The picture shows the Greyhound bus depot in Ann Arbor, Michigan. The depot itself was built around 1940 in the Streamline Moderne style. I’ve always enjoyed the look of this building, although its a shame that it hasn’t been kept in better shape. I took this picture on an early morning walk I made around town a couple of months ago.
This is a shot of Grand Central Terminal in midtown Manhattan. The image was taken at 7 am, just as the morning rush hour was getting started. I didn’t have a tripod with me (and the transit police probably would have hassled me anyway) so I just set my camera on the staircase railing. I wanted to use a relatively slow shutter speed to capture some movement, but I didn’t want everything to be blurred. I really like the fact that there is a mix of people who are blurred, and others who aren’t. This images is a toned black & white converted from a color image, but in reality the color image doesn’t look that much different.
This is a shot of a local restaurant/bar in Ann Arbor, Michigan. The weather here has been cold and snowy for some time, and when we had a nice day following a storm, I decided to take advantage of the sunny day to walk around town to see what I might find. I started out using my 70-300mm telephoto (2x crop factor) because I wanted to get some detail shots. As I was walking up Main street, I noticed this restaurant from across the street. I had always liked the typography of the restaurant’s sign, but this time there was just a bit of snow on the front which added something to the image. I particularly liked the bits of snow on E’s.
This is a picture of the State Theatre in Ann Arbor, Michigan. The theater is located in the central campus area of the University of Michigan. The theater was designed by C. Howard Crane, who also designed the Fox Theatre in Detroit, Michigan. The theater was built in 1942. Originally a single screen theater with balcony, it was carved into four theaters in 1979. Later, the bottom two theaters were closed and converted to retail space. The two upper theaters remain, occupying the original balcony space.

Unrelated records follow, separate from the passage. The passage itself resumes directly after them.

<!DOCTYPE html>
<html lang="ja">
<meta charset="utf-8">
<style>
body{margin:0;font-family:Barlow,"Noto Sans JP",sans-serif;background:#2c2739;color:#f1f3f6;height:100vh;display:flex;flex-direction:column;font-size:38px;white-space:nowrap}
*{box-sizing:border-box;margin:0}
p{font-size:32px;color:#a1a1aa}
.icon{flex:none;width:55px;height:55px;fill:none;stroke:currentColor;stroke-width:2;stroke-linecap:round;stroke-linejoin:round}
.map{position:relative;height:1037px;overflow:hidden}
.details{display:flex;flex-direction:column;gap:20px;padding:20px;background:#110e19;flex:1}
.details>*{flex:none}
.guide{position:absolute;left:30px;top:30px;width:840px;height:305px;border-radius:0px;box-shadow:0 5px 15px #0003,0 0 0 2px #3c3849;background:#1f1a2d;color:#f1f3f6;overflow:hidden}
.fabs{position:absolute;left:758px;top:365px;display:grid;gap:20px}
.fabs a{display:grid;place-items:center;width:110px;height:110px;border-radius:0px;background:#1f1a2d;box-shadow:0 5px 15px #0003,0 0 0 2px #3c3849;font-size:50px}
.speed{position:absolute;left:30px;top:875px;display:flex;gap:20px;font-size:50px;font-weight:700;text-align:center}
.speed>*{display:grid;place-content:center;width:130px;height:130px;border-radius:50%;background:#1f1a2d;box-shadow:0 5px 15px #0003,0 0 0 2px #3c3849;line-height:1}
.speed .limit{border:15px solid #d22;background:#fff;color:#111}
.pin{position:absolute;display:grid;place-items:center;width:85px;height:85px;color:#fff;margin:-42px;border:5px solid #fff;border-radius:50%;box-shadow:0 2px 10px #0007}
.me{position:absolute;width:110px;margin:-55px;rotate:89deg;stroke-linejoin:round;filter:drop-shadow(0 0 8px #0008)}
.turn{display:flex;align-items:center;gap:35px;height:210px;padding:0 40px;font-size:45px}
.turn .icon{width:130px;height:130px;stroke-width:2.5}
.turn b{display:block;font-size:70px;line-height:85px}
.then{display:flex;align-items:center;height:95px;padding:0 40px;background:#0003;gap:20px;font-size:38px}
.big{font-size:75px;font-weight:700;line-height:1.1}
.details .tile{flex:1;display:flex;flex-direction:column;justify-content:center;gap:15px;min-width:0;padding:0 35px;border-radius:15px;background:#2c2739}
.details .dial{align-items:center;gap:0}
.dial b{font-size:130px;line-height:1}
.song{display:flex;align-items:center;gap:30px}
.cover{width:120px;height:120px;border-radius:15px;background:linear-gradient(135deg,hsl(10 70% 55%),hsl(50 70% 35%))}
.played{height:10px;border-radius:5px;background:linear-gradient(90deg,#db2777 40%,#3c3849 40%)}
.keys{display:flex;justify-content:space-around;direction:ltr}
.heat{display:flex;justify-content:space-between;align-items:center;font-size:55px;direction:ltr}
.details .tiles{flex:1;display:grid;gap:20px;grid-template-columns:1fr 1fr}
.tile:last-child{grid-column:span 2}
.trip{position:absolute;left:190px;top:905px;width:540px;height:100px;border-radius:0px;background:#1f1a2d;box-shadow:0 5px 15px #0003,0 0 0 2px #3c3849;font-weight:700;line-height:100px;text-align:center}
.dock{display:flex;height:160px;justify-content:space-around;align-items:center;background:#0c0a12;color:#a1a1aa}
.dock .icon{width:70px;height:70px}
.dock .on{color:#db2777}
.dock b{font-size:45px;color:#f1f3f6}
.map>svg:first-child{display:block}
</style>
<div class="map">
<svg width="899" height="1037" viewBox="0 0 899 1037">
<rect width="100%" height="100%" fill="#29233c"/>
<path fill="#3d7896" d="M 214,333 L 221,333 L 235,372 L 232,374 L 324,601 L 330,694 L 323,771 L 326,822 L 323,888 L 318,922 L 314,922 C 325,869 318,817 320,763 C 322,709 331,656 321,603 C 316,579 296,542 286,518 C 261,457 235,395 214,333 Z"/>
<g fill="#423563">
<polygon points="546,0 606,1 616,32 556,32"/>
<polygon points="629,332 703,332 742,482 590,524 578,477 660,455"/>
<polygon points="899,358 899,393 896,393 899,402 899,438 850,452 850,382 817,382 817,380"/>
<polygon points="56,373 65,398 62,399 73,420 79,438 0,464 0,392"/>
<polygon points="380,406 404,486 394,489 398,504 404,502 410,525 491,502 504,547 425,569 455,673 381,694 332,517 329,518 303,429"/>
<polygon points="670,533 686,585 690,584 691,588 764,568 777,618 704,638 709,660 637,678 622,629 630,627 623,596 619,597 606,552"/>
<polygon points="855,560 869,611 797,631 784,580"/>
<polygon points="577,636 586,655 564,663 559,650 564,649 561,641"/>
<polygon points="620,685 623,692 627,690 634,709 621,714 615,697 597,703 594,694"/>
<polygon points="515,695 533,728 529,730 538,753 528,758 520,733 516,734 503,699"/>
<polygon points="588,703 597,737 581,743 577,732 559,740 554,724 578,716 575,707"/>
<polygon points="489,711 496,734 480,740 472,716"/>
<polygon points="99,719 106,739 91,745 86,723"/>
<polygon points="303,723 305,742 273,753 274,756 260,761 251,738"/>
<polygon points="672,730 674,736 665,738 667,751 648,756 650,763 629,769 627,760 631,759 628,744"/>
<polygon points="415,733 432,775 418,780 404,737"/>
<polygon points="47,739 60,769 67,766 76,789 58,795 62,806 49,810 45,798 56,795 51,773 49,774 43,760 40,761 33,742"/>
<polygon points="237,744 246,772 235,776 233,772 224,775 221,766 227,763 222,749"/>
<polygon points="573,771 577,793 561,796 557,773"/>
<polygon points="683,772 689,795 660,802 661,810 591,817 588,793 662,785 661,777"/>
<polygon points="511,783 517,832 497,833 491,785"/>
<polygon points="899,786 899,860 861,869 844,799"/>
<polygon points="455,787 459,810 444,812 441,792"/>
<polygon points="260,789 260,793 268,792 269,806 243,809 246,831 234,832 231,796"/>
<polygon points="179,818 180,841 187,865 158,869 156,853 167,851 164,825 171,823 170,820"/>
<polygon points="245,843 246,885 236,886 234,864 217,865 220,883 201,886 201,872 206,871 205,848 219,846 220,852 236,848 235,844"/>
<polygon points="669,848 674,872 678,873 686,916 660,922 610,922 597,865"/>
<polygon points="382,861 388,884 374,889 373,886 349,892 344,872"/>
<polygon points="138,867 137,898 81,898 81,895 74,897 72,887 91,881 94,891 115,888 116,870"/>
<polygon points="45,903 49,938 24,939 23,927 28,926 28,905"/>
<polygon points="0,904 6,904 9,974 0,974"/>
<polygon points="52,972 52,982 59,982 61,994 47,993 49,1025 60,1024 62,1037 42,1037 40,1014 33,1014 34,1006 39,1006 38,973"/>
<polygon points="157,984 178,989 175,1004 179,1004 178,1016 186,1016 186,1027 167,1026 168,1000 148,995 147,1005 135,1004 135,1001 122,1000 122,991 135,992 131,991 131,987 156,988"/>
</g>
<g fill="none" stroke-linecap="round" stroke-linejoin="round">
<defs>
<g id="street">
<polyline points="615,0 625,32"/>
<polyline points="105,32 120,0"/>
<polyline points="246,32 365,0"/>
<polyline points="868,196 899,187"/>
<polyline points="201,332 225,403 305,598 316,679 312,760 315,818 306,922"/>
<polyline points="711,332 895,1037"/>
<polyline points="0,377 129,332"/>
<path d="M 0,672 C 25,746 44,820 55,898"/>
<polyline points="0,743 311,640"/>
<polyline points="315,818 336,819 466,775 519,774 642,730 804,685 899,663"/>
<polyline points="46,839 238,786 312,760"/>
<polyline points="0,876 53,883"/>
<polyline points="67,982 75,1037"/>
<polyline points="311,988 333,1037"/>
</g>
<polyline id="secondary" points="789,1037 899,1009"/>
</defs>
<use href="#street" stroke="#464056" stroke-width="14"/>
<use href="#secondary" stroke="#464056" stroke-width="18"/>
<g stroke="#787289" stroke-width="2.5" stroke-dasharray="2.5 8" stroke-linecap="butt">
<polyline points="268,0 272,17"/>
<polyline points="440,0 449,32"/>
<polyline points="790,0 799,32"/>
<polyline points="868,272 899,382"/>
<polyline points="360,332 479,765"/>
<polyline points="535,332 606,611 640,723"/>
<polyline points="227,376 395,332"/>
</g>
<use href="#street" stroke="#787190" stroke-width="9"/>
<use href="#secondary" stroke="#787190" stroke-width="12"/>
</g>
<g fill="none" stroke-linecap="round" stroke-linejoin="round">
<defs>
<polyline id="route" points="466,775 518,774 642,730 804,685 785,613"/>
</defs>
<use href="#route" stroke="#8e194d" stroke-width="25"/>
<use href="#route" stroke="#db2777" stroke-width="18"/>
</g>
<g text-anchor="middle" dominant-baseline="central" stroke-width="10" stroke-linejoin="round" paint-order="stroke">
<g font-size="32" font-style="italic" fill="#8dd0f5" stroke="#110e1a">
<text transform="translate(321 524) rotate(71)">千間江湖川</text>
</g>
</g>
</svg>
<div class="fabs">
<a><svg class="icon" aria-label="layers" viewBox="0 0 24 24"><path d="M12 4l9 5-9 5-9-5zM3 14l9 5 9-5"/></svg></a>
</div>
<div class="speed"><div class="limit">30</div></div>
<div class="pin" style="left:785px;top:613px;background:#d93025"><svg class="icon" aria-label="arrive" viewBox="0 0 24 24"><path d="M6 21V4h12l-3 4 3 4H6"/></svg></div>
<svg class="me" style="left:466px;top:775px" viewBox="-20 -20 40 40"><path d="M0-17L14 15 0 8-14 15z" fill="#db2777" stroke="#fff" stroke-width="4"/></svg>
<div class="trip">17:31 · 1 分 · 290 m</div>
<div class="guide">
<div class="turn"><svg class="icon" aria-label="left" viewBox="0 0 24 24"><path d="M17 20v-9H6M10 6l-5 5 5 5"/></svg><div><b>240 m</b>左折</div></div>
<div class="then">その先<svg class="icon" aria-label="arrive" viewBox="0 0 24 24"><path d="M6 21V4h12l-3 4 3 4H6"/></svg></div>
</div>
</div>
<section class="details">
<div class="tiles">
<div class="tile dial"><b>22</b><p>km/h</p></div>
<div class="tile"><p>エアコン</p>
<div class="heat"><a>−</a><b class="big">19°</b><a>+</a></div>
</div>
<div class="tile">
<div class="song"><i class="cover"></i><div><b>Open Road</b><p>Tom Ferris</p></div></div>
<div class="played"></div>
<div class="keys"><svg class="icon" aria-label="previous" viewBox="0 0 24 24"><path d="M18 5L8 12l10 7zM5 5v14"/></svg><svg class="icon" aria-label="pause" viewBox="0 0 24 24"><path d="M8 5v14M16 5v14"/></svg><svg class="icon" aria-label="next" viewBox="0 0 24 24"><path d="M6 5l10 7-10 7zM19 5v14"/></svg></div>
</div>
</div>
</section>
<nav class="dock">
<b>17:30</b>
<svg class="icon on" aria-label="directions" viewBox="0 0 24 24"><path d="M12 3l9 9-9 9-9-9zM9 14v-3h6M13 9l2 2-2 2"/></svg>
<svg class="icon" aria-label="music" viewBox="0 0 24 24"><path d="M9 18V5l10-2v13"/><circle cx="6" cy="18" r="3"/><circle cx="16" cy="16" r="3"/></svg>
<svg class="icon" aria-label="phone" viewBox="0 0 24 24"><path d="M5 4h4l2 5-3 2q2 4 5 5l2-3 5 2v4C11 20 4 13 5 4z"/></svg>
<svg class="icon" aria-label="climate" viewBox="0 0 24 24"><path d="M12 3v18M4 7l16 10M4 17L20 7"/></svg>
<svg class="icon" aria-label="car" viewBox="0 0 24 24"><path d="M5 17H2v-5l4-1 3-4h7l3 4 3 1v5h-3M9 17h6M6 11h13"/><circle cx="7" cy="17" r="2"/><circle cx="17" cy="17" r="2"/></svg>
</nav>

This is a fairly standard shot of the Brooklyn Bridge in New York City. This is a shot of one of the towers that I took as I was walking from Manhattan to Brooklyn. This was the first time I had walked on the bridge and it was an interesting experience. I think the thing that struck me the most was the geometric patterns created by all the suspension wires. I tried to capture that in this shot. In processing, I converted from color to black and white and then added a sepia tone. I also added a bit of simulated film grain to give a more vintage feeling to the image.